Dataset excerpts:
#####
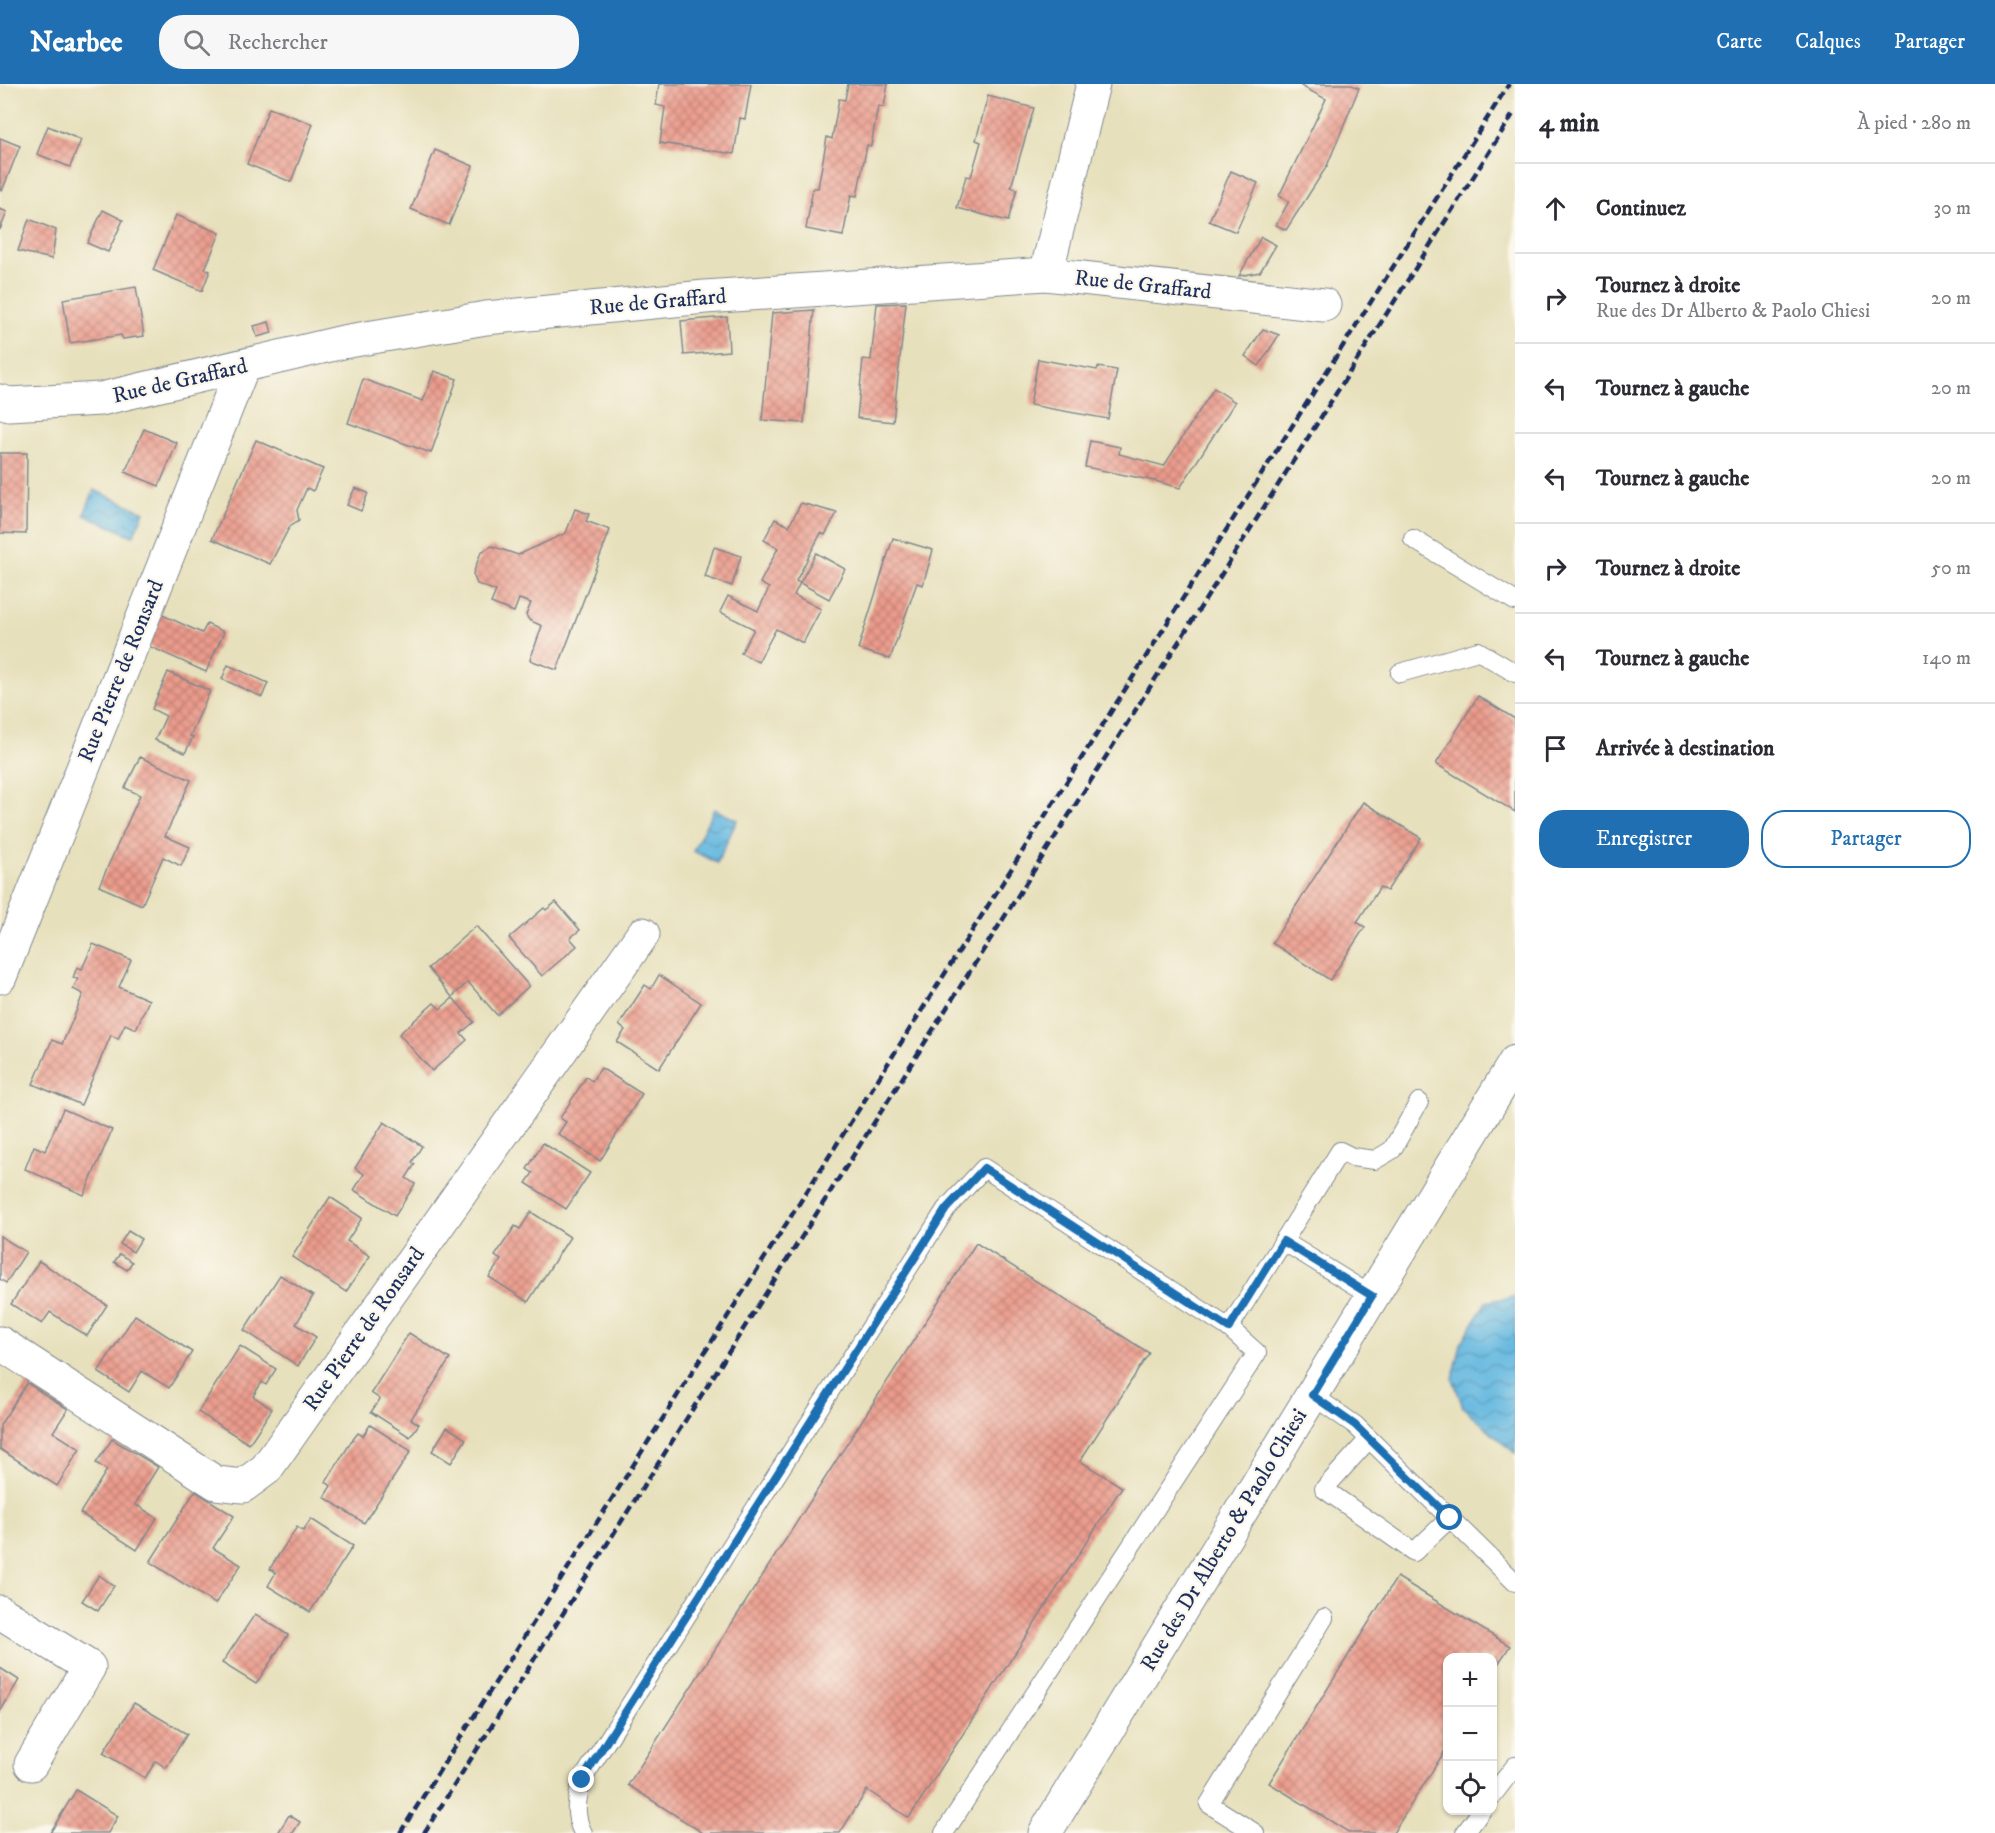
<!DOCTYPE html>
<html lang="fr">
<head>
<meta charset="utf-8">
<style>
	:root { --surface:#fff; --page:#f7f7f7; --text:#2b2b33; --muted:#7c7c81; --line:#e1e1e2; --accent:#1f6fb2 }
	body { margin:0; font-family:"IM FELL DW Pica",serif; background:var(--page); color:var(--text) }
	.controls { position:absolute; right:18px; bottom:18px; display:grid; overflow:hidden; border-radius:12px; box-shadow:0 2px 4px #0004 }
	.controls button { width:54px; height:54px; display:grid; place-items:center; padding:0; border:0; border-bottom:2px solid var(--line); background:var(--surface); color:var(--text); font:30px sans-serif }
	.stop { position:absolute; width:18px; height:18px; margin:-14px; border:4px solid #1f6fb2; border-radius:50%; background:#fff }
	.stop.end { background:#1f6fb2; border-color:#fff; box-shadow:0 2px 6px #0008 }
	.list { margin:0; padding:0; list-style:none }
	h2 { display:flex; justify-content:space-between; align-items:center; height:78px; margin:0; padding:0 24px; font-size:26px }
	h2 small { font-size:20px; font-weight:400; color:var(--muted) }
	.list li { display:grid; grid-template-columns:39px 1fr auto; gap:18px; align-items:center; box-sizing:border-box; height:90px; padding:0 24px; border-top:2px solid var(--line) }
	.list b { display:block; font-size:22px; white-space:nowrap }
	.list p { margin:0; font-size:20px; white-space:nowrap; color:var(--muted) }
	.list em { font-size:20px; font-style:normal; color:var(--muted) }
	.actions { display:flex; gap:12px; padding:18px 24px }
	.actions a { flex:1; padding:14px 0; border:2px solid var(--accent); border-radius:24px; text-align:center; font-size:21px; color:var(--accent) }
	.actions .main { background:var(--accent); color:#fff }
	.icon { flex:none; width:33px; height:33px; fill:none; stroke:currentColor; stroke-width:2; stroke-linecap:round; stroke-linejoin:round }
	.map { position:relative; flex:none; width:1515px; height:1749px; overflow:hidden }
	header { display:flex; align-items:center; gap:36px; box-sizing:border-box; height:84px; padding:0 30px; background:var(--accent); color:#fff }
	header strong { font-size:28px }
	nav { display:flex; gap:33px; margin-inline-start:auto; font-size:21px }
	.search { width:420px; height:54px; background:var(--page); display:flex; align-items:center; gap:15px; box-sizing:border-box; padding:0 21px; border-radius:24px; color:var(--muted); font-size:22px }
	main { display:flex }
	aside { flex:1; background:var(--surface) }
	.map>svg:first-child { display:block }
	.water { fill:url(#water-waves); stroke:#40749f; stroke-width:1.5 }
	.building { fill:url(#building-cross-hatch) }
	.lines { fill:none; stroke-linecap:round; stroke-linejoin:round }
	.service-casing { stroke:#81888d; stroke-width:20 }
	.minor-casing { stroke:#81888d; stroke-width:35 }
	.service { stroke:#fff; stroke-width:18 }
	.minor { stroke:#fff; stroke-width:33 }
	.rail { stroke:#1b2f5e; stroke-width:4.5; stroke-dasharray:9 4.5; stroke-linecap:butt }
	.route { stroke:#1f6fb2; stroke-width:8 }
	.labels { text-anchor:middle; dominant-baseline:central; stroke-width:4.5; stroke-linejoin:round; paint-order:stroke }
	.street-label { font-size:22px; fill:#1b2f5e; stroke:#fbf7ec }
</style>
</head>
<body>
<header>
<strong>Nearbee</strong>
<div class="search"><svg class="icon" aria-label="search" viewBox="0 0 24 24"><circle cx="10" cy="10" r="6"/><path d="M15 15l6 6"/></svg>Rechercher</div>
<nav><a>Carte</a><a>Calques</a><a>Partager</a></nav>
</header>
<main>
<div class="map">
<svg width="1515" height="1749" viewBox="0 0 1515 1749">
	<defs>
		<pattern id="water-waves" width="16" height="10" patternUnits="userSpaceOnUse" patternTransform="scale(1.5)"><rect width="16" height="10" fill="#64b8e0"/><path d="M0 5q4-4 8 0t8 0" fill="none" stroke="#5296b9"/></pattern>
		<pattern id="building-cross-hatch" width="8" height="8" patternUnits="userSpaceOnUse" patternTransform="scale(1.5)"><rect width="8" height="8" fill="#eb9b8b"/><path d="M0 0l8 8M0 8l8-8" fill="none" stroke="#be7f75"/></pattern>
	</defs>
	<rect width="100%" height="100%" fill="#fbf7ec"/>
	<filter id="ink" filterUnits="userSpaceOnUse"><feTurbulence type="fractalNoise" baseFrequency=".0167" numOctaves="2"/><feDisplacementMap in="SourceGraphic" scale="12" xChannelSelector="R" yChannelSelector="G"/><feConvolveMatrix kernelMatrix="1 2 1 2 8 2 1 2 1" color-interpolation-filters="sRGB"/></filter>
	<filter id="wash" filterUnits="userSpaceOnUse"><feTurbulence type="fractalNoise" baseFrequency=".008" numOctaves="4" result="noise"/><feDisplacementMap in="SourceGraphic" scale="24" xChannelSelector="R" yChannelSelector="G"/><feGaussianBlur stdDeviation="1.35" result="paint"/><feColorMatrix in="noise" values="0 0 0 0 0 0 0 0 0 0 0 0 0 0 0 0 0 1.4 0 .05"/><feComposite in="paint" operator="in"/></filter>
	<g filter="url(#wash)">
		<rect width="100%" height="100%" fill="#e7e0bc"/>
		<!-- water -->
		<g class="water">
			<polygon points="94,406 144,428 133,452 84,431"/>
			<polygon points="714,725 737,736 717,779 693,767"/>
			<polygon points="1512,1213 1515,1214 1515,1369 1463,1323 1453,1295 1461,1260 1486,1218"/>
		</g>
		<g id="blocks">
			<!-- building -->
			<g class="building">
				<polygon points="659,0 751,0 745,35 740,34 734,70 660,59 665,23 656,21"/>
				<polygon points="848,0 888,0 884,23 878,22 871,62 867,61 857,112 851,111 843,152 806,145 813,104 818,104 827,53 832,55 839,15 845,16"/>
				<polygon points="1302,0 1349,0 1359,4 1327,82 1286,146 1276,141 1289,117 1279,112 1326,15 1301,2"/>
				<polygon points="988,12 1034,24 1011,103 1017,105 1008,137 957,124 966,92 971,93 981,58 976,56"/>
				<polygon points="269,24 313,40 291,98 247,80"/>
				<polygon points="48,42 81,56 70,83 37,70"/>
				<polygon points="0,54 20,62 2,107 0,106"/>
				<polygon points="435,66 473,82 449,141 411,125"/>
				<polygon points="1231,87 1258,99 1236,148 1209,137"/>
				<polygon points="0,125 7,128 0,146"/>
				<polygon points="103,126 123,136 108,168 87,159"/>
				<polygon points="176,131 220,149 205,185 210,187 202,207 153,186"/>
				<polygon points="29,135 56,146 52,175 18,167"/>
				<polygon points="1261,153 1276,161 1260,188 1239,192"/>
				<polygon points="136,203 144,252 123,255 121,251 70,259 63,215"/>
				<polygon points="906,219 893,338 857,334 863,275 871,276 877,220"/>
				<polygon points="814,226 804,339 762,336 772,229"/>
				<polygon points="727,233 729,267 684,271 681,237"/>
				<polygon points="269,238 272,249 257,253 254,242"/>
				<polygon points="1263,245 1279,251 1259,282 1245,272"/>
				<polygon points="1038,275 1097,286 1098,283 1117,286 1108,335 1030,321"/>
				<polygon points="434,287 457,295 431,369 348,339 363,295 423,317"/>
				<polygon points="1214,304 1235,318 1180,404 1155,397 1085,383 1090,357 1120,363 1119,370 1164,382"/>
				<polygon points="144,345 177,359 159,402 125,388"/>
				<polygon points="256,356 323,385 313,407 307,404 297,426 299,436 290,442 270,480 212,455"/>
				<polygon points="0,369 27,369 26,450 0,449"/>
				<polygon points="355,404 368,409 361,427 347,421"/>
				<polygon points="801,419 837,429 825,451 821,449 796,497 800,499 794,511 821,525 803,559 776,545 758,578 741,569 754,545 720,528 728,512 758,527 769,504 760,499 778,464 764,456 775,435 789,442"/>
				<polygon points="575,425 589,430 586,437 610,446 557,586 530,576 542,542 529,536 526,531 531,519 519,515 514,528 491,519 496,507 477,500 473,490 481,468 492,462 518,471 566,449"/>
				<polygon points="893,454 933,466 923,501 917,499 890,575 858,565"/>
				<polygon points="714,463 741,472 732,502 705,493"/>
				<polygon points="816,469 845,485 829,515 800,499"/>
				<polygon points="156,528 202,549 207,540 224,548 206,588 142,559"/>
				<polygon points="228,581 268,599 262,613 222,595"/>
				<polygon points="168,588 210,607 190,652 193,653 185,669 155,656 166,632 152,625"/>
				<polygon points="1478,612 1515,635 1515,728 1436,680"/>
				<polygon points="140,673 191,696 165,752 190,763 181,782 163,773 142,821 99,802 140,711 125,704"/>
				<polygon points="1363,718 1421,754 1387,807 1380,803 1357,838 1365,843 1330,896 1272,859"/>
				<polygon points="556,818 580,846 570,854 577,862 542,892 509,854 544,824 546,826"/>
				<polygon points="476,842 529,902 497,931 468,898 452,913 428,884"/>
				<polygon points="93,860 131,876 119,903 149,916 136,945 125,940 118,955 111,951 81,1021 33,1000 52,956 62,960 73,935 83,910 73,905 78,895 73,894 77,883 82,885"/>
				<polygon points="659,891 701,919 659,985 617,958 625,946 619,941 641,907 645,901 651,905"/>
				<polygon points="453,914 474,938 461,949 467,956 432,987 399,950 434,919 440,925"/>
				<polygon points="601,984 642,1010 600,1077 558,1050 566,1038 560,1034 586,993 592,997"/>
				<polygon points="63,1025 112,1046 84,1111 25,1085 34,1062 45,1067"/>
				<polygon points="384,1038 422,1062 412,1078 415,1080 406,1094 415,1100 395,1132 354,1106 364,1090 355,1084"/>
				<polygon points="543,1059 590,1089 566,1125 526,1099 533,1089 527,1085"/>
				<polygon points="330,1113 362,1134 347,1157 370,1172 346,1208 292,1173"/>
				<polygon points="531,1128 570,1153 528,1218 489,1193 501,1176 495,1172 515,1142 520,1145"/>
				<polygon points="128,1147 141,1155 133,1168 120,1160"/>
				<polygon points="0,1152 26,1168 6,1199 0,1195"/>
				<polygon points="976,1159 1149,1269 1080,1377 1122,1403 909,1734 867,1706 840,1749 703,1749 628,1701"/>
				<polygon points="120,1170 132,1178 127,1186 114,1178"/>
				<polygon points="39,1177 107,1221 87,1252 50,1228 42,1240 11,1220"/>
				<polygon points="280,1191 313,1212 296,1240 316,1253 298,1282 244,1246"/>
				<polygon points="135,1231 192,1268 169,1304 142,1287 129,1308 98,1288"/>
				<polygon points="409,1249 450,1275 411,1335 419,1340 410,1353 371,1328 380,1315 371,1309"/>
				<polygon points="240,1262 276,1285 266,1301 262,1298 253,1312 272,1325 249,1360 198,1328"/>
				<polygon points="27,1299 68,1325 53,1348 80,1365 57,1402 0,1365 0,1341"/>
				<polygon points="370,1341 411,1367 364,1439 324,1413 331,1402 326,1398 351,1358 358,1349 363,1352"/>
				<polygon points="447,1343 466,1355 451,1379 432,1367"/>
				<polygon points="112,1355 158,1383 135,1420 157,1434 137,1466 80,1429 107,1386 96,1379"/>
				<polygon points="195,1407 234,1432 213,1464 241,1481 215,1520 150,1478"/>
				<polygon points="311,1435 353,1462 310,1528 268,1502 276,1488 270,1485 274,1478 297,1443 303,1447"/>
				<polygon points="99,1491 114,1502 98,1527 82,1517"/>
				<polygon points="1397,1493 1510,1562 1492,1589 1492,1574 1448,1574 1448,1662 1393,1749 1350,1749 1269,1699"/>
				<polygon points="255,1530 288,1551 256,1600 222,1579"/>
				<polygon points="0,1584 19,1596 0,1628"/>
				<polygon points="134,1619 187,1650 166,1684 156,1677 145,1694 103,1669"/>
				<polygon points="76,1706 118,1732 108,1749 50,1749"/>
				<polygon points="289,1731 300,1738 293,1749 278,1749"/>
			</g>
		</g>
	</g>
	<g filter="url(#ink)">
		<use href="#blocks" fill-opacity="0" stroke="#81888d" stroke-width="1.5"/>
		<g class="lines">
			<defs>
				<g id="service">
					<polyline points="1413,455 1515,517"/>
					<polyline points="1400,589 1478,567 1515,589"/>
					<polyline points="1283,1157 1372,1212"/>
					<polyline points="1229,1244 1340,1067 1352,1073 1375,1076 1392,1066 1419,1018"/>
					<polyline points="1312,1311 1355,1341 1515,1498"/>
					<polyline points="1369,1355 1324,1405 1414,1468 1450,1434"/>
					<polyline points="1492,1712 1515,1682"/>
					<path d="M 583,1749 C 573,1730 577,1715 582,1696 L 946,1125 L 984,1084 L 1229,1244 L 1257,1269 L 944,1749"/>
					<polyline points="1255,1749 1209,1720 1324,1534"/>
					<polyline points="1465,1749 1482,1726"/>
				</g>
				<g id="minor">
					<polyline points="1046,190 1093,0"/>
					<polyline points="0,317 9,320 101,315 343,258 486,234 705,213 1046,190 1324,221"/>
					<polyline points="0,893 243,282"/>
					<polyline points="0,1259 216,1399 243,1402 266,1385 643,850"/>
					<polyline points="0,1528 89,1583 31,1680"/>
					<polyline points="1045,1749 1515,978"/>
				</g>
			</defs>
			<!-- service casing -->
			<use href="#service" class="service-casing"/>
			<!-- minor casing -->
			<use href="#minor" class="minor-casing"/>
			<!-- service -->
			<use href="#service" class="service"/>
			<!-- minor -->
			<use href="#minor" class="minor"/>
			<!-- rail -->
			<g class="rail">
				<polyline points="400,1749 1509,0"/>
				<polyline points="424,1749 1515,27"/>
			</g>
		</g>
	</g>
	<g class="lines" filter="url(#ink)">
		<!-- route -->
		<polyline class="route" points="582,1696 946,1125 984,1084 1229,1244 1283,1157 1372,1212 1312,1311 1355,1341 1450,1434"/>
	</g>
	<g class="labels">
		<!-- street labels -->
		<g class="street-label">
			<text transform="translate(1143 201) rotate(6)">Rue de Graffard</text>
			<text transform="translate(658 218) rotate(-5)">Rue de Graffard</text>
			<text transform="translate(180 297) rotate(-13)">Rue de Graffard</text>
			<text transform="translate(121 587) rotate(-68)">Rue Pierre de Ronsard</text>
			<text transform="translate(364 1245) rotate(-55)">Rue Pierre de Ronsard</text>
			<text transform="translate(1224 1456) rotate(-59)">Rue des Dr Alberto &amp; Paolo Chiesi</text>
		</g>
	</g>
</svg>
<div class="controls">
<button>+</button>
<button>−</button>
<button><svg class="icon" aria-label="locate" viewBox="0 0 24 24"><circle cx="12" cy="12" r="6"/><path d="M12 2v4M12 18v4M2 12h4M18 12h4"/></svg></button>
</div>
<div class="stop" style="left:1450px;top:1434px"></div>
<div class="stop end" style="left:582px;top:1696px"></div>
</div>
<aside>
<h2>4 min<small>À pied · 280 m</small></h2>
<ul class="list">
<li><svg class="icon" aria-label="ahead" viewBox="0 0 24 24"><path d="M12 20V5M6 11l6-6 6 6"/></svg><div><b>Continuez</b></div><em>30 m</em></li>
<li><svg class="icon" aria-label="right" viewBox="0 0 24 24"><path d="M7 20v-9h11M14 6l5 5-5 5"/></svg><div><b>Tournez à droite</b><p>Rue des Dr Alberto &amp; Paolo Chiesi</p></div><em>20 m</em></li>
<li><svg class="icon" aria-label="left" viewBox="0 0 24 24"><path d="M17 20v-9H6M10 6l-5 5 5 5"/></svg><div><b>Tournez à gauche</b></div><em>20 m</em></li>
<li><svg class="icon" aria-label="left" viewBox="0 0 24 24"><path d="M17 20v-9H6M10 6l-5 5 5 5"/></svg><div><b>Tournez à gauche</b></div><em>20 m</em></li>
<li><svg class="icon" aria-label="right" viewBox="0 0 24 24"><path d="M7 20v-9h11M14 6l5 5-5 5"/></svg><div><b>Tournez à droite</b></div><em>50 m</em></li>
<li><svg class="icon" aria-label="left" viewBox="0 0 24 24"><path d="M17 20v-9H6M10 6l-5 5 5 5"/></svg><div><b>Tournez à gauche</b></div><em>140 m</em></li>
<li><svg class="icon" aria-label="arrive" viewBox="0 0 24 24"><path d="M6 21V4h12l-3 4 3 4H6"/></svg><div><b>Arrivée à destination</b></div></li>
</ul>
<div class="actions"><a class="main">Enregistrer</a><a>Partager</a></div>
</aside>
</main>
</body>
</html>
#####
For this exercise, please output exactly the lines above starting at the line with "position:absolute; right:18px; bottom:18px;" and ending at the line with "margin:0; padding:0; list-style:none", ends included.

Task output:
	.controls { position:absolute; right:18px; bottom:18px; display:grid; overflow:hidden; border-radius:12px; box-shadow:0 2px 4px #0004 }
	.controls button { width:54px; height:54px; display:grid; place-items:center; padding:0; border:0; border-bottom:2px solid var(--line); background:var(--surface); color:var(--text); font:30px sans-serif }
	.stop { position:absolute; width:18px; height:18px; margin:-14px; border:4px solid #1f6fb2; border-radius:50%; background:#fff }
	.stop.end { background:#1f6fb2; border-color:#fff; box-shadow:0 2px 6px #0008 }
	.list { margin:0; padding:0; list-style:none }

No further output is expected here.